> _EXERCISE AIM_: Wherever the string "water" shows up in the records below, return that line.

----- RECORDS FOR PROCESSING

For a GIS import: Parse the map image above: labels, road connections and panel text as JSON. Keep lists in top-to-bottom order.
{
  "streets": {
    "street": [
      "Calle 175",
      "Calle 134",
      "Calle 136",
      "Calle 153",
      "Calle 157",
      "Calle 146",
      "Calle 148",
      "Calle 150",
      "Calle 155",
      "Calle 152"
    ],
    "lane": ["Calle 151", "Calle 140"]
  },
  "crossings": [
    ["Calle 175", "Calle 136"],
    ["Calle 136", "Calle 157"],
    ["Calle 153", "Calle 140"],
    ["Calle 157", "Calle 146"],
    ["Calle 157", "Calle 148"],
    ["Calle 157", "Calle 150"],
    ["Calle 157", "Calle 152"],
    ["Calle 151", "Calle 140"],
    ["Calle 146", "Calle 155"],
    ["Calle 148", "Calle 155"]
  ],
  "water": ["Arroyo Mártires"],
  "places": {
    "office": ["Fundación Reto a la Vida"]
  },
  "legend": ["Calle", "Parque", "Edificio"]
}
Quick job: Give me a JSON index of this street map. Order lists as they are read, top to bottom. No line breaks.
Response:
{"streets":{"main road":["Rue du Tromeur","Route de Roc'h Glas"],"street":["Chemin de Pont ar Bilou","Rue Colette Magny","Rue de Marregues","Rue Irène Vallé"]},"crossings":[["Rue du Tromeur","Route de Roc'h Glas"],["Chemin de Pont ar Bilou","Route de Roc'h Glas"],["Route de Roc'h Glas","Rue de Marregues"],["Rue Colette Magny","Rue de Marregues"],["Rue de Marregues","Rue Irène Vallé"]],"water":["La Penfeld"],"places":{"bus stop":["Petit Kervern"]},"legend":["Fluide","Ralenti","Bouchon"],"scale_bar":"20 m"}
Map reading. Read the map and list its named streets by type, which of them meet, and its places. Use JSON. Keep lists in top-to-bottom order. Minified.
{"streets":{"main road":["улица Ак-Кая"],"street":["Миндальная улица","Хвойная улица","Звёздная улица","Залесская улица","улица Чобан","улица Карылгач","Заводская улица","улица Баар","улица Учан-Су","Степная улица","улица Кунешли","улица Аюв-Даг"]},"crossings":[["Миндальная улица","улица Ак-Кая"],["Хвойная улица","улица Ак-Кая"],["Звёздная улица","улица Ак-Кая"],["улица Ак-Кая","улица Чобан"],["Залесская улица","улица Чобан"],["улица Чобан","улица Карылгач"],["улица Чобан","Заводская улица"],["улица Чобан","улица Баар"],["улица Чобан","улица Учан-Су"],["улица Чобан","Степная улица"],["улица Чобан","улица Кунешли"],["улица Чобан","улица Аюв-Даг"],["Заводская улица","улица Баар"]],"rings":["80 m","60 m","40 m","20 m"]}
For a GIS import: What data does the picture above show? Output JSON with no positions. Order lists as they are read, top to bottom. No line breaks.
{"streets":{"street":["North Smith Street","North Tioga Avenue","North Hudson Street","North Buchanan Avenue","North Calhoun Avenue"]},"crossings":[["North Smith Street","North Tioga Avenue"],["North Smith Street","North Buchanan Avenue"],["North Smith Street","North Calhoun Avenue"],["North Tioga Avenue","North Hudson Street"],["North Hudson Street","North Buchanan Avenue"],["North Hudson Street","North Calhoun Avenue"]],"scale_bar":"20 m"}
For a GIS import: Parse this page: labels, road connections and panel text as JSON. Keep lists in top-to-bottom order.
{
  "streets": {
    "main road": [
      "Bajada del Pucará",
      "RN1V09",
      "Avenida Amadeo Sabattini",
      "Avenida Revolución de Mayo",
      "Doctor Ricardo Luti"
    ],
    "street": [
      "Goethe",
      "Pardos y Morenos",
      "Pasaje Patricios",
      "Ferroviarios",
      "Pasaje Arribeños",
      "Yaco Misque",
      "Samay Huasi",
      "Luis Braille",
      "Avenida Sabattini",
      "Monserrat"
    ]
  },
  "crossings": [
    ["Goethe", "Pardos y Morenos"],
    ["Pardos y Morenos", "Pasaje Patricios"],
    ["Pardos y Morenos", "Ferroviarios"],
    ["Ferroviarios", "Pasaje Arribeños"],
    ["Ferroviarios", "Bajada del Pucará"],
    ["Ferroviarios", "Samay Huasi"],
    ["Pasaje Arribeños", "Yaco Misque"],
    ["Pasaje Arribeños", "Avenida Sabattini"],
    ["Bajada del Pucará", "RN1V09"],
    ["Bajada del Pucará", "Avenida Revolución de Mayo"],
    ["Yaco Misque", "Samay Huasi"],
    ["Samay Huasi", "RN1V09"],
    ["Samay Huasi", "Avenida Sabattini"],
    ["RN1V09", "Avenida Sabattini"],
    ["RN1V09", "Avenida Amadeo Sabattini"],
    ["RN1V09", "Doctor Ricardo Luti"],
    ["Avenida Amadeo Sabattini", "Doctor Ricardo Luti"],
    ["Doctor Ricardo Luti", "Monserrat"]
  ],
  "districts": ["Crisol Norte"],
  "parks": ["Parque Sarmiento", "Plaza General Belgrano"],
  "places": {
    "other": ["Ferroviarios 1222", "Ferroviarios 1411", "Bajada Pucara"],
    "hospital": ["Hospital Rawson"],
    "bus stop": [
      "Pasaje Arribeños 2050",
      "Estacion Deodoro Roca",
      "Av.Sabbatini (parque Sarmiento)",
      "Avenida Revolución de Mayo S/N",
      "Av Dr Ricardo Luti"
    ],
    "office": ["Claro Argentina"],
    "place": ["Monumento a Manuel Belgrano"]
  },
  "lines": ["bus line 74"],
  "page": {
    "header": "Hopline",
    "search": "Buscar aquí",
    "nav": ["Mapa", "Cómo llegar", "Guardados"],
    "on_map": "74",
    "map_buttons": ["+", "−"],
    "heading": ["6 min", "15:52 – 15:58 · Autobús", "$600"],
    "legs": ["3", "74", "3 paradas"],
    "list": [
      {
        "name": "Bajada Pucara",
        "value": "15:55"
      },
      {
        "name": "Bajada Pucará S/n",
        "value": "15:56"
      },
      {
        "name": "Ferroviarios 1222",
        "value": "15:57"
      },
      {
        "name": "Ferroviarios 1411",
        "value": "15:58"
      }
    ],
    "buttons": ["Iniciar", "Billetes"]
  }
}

----------

> _RESULT OF THE EXERCISE_:
  "water": ["Arroyo Mártires"],
{"streets":{"main road":["Rue du Tromeur","Route de Roc'h Glas"],"street":["Chemin de Pont ar Bilou","Rue Colette Magny","Rue de Marregues","Rue Irène Vallé"]},"crossings":[["Rue du Tromeur","Route de Roc'h Glas"],["Chemin de Pont ar Bilou","Route de Roc'h Glas"],["Route de Roc'h Glas","Rue de Marregues"],["Rue Colette Magny","Rue de Marregues"],["Rue de Marregues","Rue Irène Vallé"]],"water":["La Penfeld"],"places":{"bus stop":["Petit Kervern"]},"legend":["Fluide","Ralenti","Bouchon"],"scale_bar":"20 m"}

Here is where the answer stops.